Water and sugar flow rates ${\widehat{Q}}_{\mathrm{in}}={\widehat{Q}}_{\mathrm{out}}$ (blue, dashed) and ${\widehat{\Phi }}_{\mathrm{in}}$ (red) as functions of the total sugar concentration ${\widehat{c}}_2$ in the case where the concentrations in IC and SE are equal ($c_2=c_3$).

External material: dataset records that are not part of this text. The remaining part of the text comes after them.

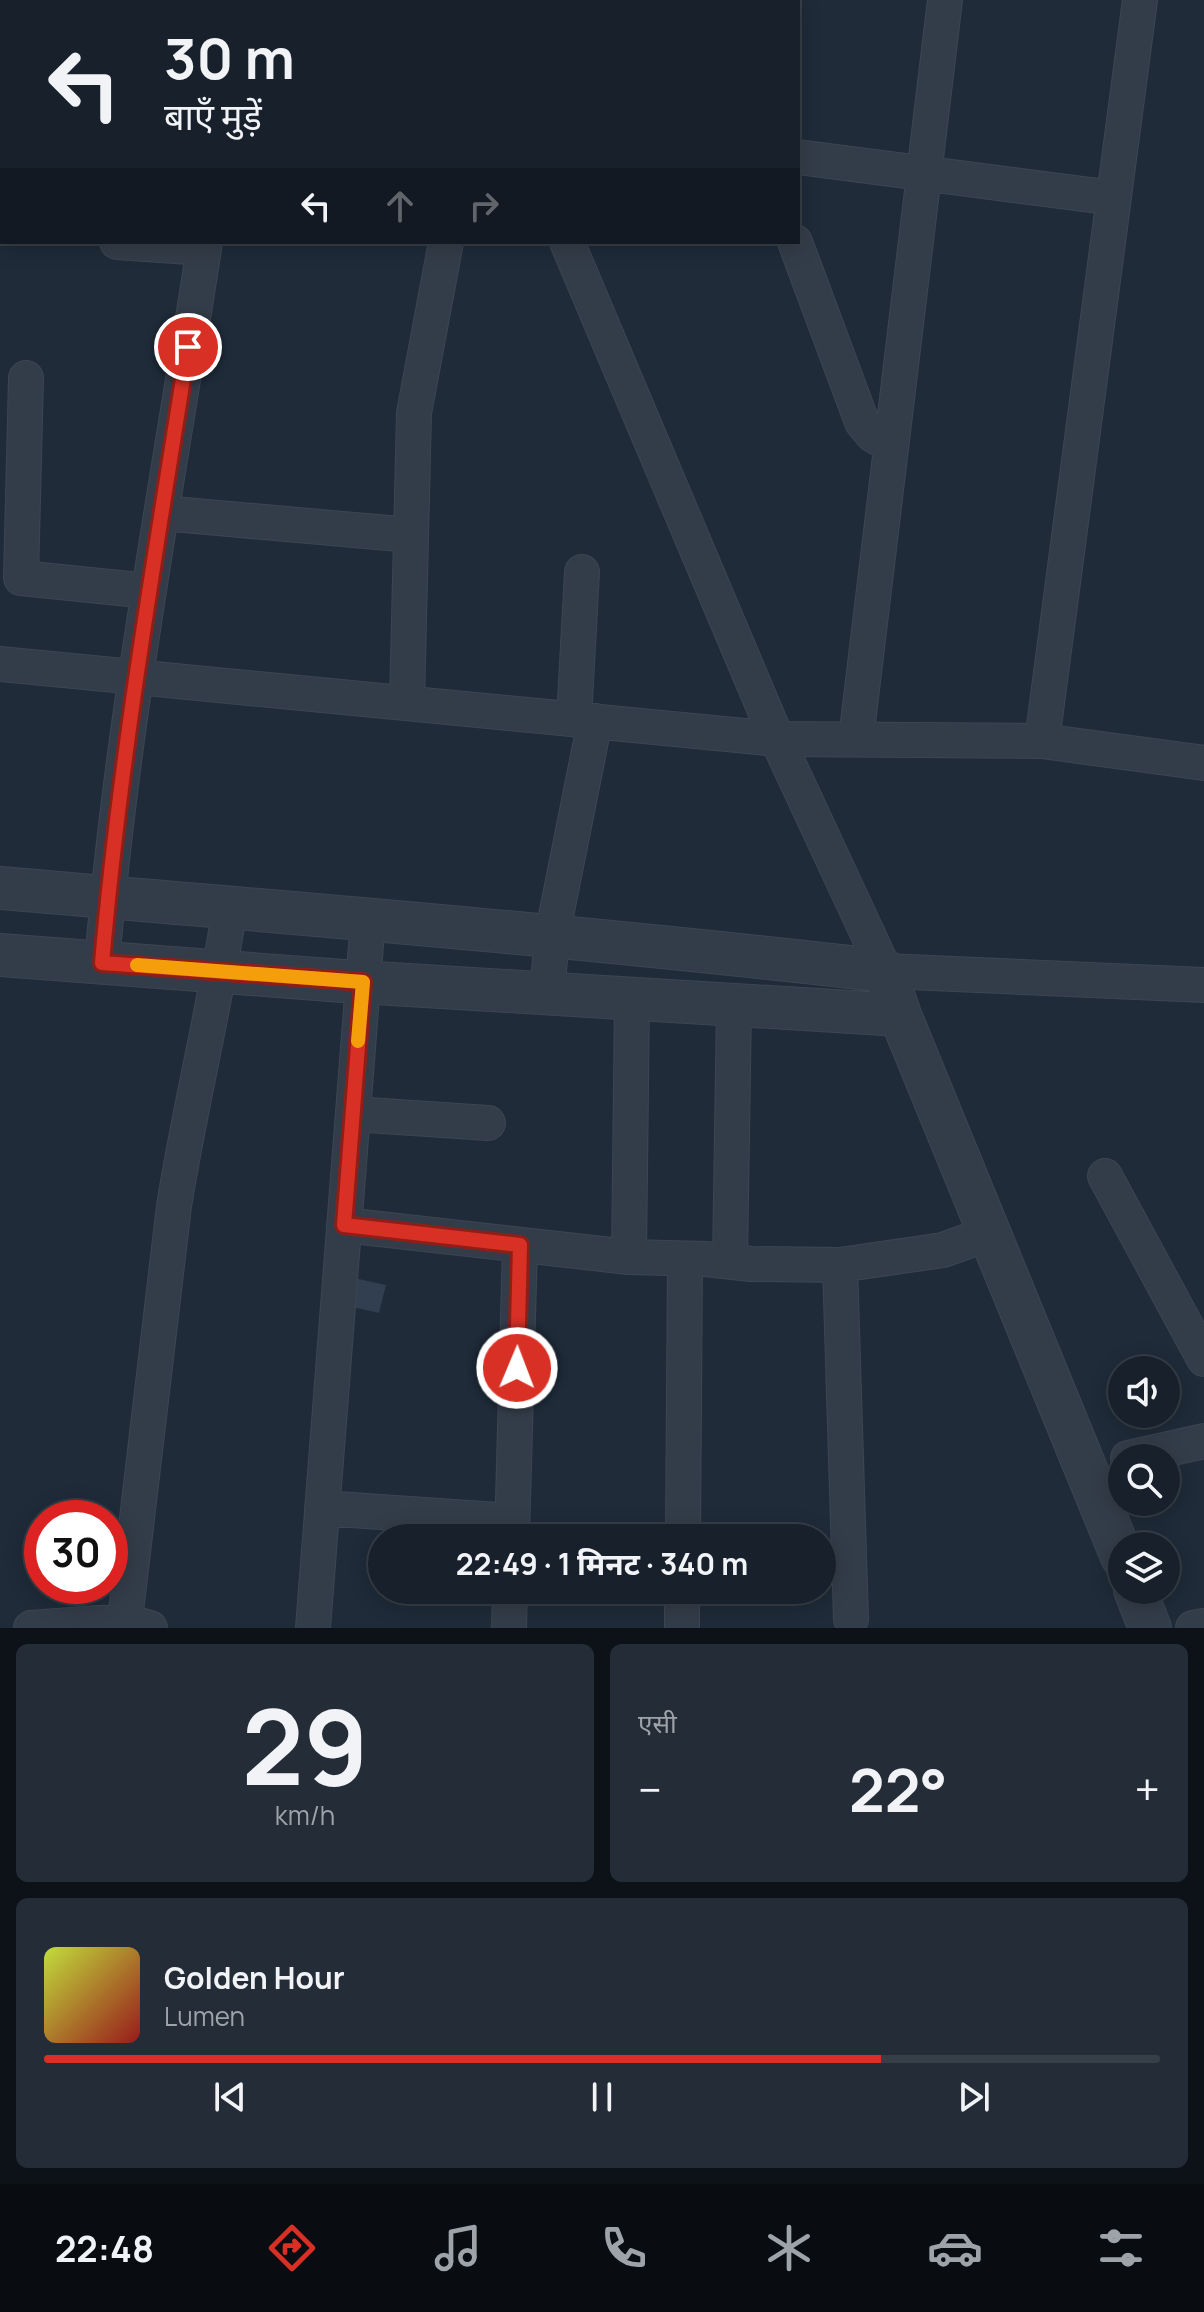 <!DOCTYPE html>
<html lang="hi">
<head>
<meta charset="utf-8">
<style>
  body { margin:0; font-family:Manrope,"Noto Sans Devanagari",sans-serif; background:#242d37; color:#f1f3f6; height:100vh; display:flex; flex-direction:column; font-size:30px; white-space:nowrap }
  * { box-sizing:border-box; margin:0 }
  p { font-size:26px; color:#9ea3a9 }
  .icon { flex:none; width:44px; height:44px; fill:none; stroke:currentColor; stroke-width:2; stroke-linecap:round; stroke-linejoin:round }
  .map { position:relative; height:1628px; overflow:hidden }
  .drawer { display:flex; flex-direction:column; gap:16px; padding:16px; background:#0d1218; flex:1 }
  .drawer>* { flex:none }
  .banner { position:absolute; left:0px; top:0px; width:800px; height:244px; box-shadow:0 4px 20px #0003,0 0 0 2px #363e47; background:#17202b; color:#f1f3f6; overflow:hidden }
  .buttons { position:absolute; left:1108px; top:1356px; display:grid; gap:16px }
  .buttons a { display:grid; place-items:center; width:72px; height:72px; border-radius:50%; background:#17202b; box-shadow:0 4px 20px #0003,0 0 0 2px #363e47; font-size:40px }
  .speed { position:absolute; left:24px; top:1500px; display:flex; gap:16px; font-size:40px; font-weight:700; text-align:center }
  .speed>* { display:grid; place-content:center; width:104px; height:104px; border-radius:50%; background:#17202b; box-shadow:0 4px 20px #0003,0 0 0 2px #363e47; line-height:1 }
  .speed .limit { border:12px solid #d22; background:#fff; color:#111 }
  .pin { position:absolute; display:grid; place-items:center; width:68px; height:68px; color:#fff; margin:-34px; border:4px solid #fff; border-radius:50%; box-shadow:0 2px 8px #0007 }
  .me { position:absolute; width:88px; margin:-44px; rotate:1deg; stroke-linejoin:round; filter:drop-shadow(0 0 6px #0008) }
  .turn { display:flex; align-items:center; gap:28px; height:168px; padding:0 32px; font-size:36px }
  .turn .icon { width:104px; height:104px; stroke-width:2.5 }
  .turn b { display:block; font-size:56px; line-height:68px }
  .lanes { display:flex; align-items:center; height:76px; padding:0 32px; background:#0003; justify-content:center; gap:40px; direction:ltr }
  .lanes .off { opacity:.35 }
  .big { font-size:60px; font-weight:700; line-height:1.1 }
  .drawer .widget { flex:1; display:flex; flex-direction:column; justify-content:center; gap:12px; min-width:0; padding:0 28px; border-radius:12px; background:#242d37 }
  .drawer .dial { align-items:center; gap:0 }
  .dial b { font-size:104px; line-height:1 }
  .song { display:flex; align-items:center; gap:24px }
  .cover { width:96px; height:96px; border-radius:12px; background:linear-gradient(135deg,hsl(70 70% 55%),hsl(0 70% 35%)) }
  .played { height:8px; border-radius:4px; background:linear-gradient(90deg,#d93025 75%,#363e47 75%) }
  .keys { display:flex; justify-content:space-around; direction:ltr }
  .heat { display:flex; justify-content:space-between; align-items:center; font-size:44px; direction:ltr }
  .drawer .tiles { flex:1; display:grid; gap:16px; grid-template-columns:1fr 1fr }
  .widget:last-child { grid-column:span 2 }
  .trip { position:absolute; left:368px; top:1524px; width:468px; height:80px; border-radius:40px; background:#17202b; box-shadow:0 4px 20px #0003,0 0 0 2px #363e47; font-weight:700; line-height:80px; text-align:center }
  .tabs { display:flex; height:128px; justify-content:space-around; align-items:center; background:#090d11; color:#9ea3a9 }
  .tabs .icon { width:56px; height:56px }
  .tabs .selected { color:#d93025 }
  .tabs b { font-size:36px; color:#f1f3f6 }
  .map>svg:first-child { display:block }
</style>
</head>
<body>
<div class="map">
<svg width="1204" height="1628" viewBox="0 0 1204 1628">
  <rect width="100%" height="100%" fill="#1f2b39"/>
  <!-- building -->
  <path fill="#313f50" d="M354,1278L386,1285L379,1313L348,1306Z"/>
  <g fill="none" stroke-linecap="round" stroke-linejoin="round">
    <defs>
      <path id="minor" d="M240,2L241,0
        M490,2V0
        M706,2V0
        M798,157L1114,198
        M117,242L204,248
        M567,242L777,739L885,971L1204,985
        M795,242L862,422L873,435L891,446
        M26,378L21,578L149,591
        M162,513L411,535
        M0,664L777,739L1042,741L1204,763
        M407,703L414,413L446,242
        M574,719L582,572
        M856,739L945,0
        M1042,741L1140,0
        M102,963C122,721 168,482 205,242
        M547,994L552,936L595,721
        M632,999L629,1257L706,1259L751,1264L840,1265L943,1250L990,1233
        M353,1114L488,1123
        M1105,1176L1204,1359
        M344,1225L629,1257
        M730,1262L734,1005
        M840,1265L851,1619
        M1128,1458L1204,1441
        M322,1508L512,1521
        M512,1538L520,1245
        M683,1538L685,1259
        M31,1628L125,1621L150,1628
        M124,1628L174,1206C190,1106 215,1007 230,907
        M313,1628L368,919
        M509,1628L510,1590
        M682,1628V1590
        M1193,1628L1204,1626"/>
      <path id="tertiary" d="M0,888C295,913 590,937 885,971L900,1015L1122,1557
        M0,955L343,981L900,1015
        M1135,1590L1150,1628"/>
    </defs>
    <!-- minor casing -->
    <use href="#minor" stroke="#3c4653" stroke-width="36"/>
    <!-- tertiary casing -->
    <use href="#tertiary" stroke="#3c4653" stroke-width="44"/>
    <!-- minor -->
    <use href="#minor" stroke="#333d49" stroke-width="34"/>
    <!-- tertiary -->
    <use href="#tertiary" stroke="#333d49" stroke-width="42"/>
  </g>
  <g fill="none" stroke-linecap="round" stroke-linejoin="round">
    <defs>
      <path id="route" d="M188,347C156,551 120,756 102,963L363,982L344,1225L520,1245L517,1368"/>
    </defs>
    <!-- route casing -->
    <use href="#route" stroke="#8d1f18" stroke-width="20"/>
    <!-- route -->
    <use href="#route" stroke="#d93025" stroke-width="14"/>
    <!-- slow -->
    <path stroke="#f59e0b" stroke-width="14" d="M137,965L363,982L358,1041"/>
  </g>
</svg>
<div class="buttons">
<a><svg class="icon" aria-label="sound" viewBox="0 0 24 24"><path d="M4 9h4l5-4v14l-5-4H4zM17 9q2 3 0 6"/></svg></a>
<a><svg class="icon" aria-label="search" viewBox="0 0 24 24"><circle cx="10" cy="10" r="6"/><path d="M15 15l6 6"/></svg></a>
<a><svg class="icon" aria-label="layers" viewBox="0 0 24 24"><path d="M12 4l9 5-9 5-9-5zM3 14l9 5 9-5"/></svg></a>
</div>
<div class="speed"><div class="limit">30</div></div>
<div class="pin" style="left:188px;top:347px;background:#d93025"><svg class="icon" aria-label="arrive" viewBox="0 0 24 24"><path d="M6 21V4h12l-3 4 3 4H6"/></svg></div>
<svg class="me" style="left:517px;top:1368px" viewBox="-20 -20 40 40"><circle r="17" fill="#d93025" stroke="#fff" stroke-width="3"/><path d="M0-11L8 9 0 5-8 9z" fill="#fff"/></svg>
<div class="trip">22:49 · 1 मिनट · 340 m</div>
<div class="banner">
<div class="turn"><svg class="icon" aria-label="left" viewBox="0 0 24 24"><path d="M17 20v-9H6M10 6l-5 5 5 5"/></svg><div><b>30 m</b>बाएँ मुड़ें</div></div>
<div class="lanes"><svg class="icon" aria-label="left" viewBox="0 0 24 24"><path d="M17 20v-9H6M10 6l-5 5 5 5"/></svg><svg class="icon off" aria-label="ahead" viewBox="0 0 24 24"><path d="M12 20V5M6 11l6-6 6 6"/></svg><svg class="icon off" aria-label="right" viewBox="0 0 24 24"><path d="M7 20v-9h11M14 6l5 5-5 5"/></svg></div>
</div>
</div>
<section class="drawer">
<div class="tiles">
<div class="widget dial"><b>29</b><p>km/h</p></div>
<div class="widget"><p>एसी</p>
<div class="heat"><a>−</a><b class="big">22°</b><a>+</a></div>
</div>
<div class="widget">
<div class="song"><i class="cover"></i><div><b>Golden Hour</b><p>Lumen</p></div></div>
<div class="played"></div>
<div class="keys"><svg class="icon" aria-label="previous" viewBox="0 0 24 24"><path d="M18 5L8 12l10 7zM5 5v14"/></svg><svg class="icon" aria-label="pause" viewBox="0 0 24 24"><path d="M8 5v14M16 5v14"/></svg><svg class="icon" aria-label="next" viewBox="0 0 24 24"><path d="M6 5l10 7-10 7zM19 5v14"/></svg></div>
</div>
</div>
</section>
<nav class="tabs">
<b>22:48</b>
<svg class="icon selected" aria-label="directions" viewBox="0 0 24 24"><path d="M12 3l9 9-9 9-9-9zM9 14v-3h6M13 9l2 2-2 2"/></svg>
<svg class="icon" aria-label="music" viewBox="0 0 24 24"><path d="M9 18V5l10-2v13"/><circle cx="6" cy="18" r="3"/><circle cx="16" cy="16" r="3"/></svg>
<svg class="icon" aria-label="phone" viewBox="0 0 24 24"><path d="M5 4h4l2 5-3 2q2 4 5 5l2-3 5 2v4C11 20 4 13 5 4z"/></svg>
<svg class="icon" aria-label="climate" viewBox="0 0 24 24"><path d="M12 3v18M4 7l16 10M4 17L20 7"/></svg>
<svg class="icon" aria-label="car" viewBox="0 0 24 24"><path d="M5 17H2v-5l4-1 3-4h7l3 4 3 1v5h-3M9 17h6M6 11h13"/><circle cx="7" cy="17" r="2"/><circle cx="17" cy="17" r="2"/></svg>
<svg class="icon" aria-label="filters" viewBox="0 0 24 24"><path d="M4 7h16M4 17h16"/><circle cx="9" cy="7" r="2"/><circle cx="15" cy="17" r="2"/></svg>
</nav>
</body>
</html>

The flow rates are shown for no transmembrane flow, i.e., ${\widehat{Q}}_2=0$, only the oligomer concentration ${\widehat{c}}_2^{\mathrm{o}}$ in the phloem is varied while the sucrose concentration is fixed to ${\widehat{c}}_2^{\mathrm{s}}=0.7$. The diffusive flow rate into the IC retains its constant value $lim{\widehat{\Phi }}_{\mathrm{in}}\propto \Delta {\widehat{c}}_{\mathrm{in}}^{\mathrm{s}}$ (dot-dashed), while for an increasing oligomer concentration the advective contribution to the sugar flow decreases with the water flow which is limited by the conservation laws.